=== INPUT MATERIAL ===

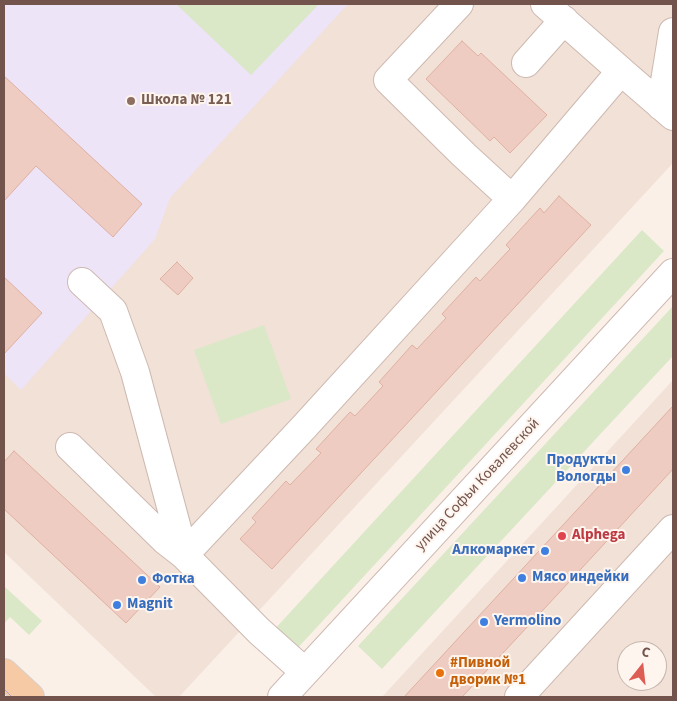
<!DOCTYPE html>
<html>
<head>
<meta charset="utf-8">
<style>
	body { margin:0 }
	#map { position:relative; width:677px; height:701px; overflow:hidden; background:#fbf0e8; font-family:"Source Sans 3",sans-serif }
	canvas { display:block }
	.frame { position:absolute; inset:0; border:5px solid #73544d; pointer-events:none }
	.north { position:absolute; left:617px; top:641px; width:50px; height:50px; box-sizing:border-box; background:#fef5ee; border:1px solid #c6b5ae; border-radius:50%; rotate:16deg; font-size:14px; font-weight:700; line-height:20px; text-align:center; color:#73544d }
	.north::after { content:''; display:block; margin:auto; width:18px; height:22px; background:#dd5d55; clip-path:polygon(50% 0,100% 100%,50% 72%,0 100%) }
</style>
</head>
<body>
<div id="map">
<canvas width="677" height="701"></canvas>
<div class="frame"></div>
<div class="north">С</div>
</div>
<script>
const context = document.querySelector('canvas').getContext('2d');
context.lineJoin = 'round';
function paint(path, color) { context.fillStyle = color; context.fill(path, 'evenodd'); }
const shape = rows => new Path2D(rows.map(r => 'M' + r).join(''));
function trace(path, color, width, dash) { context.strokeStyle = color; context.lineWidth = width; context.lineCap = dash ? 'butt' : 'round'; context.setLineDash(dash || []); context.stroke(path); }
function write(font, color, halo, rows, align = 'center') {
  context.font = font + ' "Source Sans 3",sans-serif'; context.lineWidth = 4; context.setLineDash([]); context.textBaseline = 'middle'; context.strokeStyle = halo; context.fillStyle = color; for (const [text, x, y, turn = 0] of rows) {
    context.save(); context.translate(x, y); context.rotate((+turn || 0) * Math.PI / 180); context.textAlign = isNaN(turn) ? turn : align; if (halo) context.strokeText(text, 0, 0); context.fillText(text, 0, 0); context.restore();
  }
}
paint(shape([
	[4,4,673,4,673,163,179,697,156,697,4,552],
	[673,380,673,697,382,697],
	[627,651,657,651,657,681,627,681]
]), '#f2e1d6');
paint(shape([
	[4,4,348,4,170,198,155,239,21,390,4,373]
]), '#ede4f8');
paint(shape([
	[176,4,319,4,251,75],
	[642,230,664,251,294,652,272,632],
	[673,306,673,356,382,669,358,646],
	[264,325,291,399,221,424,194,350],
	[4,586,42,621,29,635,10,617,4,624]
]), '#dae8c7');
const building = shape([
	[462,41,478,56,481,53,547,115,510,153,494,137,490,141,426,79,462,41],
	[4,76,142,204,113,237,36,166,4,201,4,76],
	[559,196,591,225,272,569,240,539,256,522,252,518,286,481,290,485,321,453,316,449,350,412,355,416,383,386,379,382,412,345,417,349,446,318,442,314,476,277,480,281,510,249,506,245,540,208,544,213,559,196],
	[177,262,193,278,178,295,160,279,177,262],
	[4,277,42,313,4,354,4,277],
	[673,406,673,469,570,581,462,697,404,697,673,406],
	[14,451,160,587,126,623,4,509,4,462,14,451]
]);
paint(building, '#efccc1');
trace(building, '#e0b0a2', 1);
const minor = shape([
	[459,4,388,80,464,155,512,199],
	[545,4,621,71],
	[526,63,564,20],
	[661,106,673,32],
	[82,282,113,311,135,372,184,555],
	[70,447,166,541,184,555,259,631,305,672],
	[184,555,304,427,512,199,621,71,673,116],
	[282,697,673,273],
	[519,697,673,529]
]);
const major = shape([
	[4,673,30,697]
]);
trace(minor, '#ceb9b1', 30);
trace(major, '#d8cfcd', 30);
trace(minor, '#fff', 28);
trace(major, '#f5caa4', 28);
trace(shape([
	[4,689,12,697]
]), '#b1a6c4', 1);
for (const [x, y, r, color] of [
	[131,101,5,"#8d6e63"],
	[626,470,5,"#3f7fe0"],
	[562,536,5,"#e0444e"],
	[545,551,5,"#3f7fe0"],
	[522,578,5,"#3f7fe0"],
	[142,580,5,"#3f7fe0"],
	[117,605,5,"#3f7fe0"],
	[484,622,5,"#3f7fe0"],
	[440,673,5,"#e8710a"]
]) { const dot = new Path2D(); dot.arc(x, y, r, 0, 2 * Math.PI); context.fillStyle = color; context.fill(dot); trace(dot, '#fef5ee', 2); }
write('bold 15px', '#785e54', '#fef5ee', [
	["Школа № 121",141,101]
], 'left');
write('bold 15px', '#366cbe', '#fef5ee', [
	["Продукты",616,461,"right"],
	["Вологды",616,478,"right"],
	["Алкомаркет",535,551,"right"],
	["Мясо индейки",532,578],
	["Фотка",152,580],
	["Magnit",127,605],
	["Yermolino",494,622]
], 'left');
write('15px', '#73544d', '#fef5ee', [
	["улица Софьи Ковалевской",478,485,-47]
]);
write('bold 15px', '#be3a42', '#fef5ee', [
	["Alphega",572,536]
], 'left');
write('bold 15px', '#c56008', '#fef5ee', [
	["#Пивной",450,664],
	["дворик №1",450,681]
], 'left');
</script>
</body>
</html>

===

▶ [PROMPT]: With the line that has "content:''; display:block; margin:auto;" as the first and the line that has "function write(font, color, halo, rows, align" as the last, repeat exactly that run of lines above and no more.

▶ [RESPONSE TO THE TASK]:
	.north::after { content:''; display:block; margin:auto; width:18px; height:22px; background:#dd5d55; clip-path:polygon(50% 0,100% 100%,50% 72%,0 100%) }
</style>
</head>
<body>
<div id="map">
<canvas width="677" height="701"></canvas>
<div class="frame"></div>
<div class="north">С</div>
</div>
<script>
const context = document.querySelector('canvas').getContext('2d');
context.lineJoin = 'round';
function paint(path, color) { context.fillStyle = color; context.fill(path, 'evenodd'); }
const shape = rows => new Path2D(rows.map(r => 'M' + r).join(''));
function trace(path, color, width, dash) { context.strokeStyle = color; context.lineWidth = width; context.lineCap = dash ? 'butt' : 'round'; context.setLineDash(dash || []); context.stroke(path); }
function write(font, color, halo, rows, align = 'center') {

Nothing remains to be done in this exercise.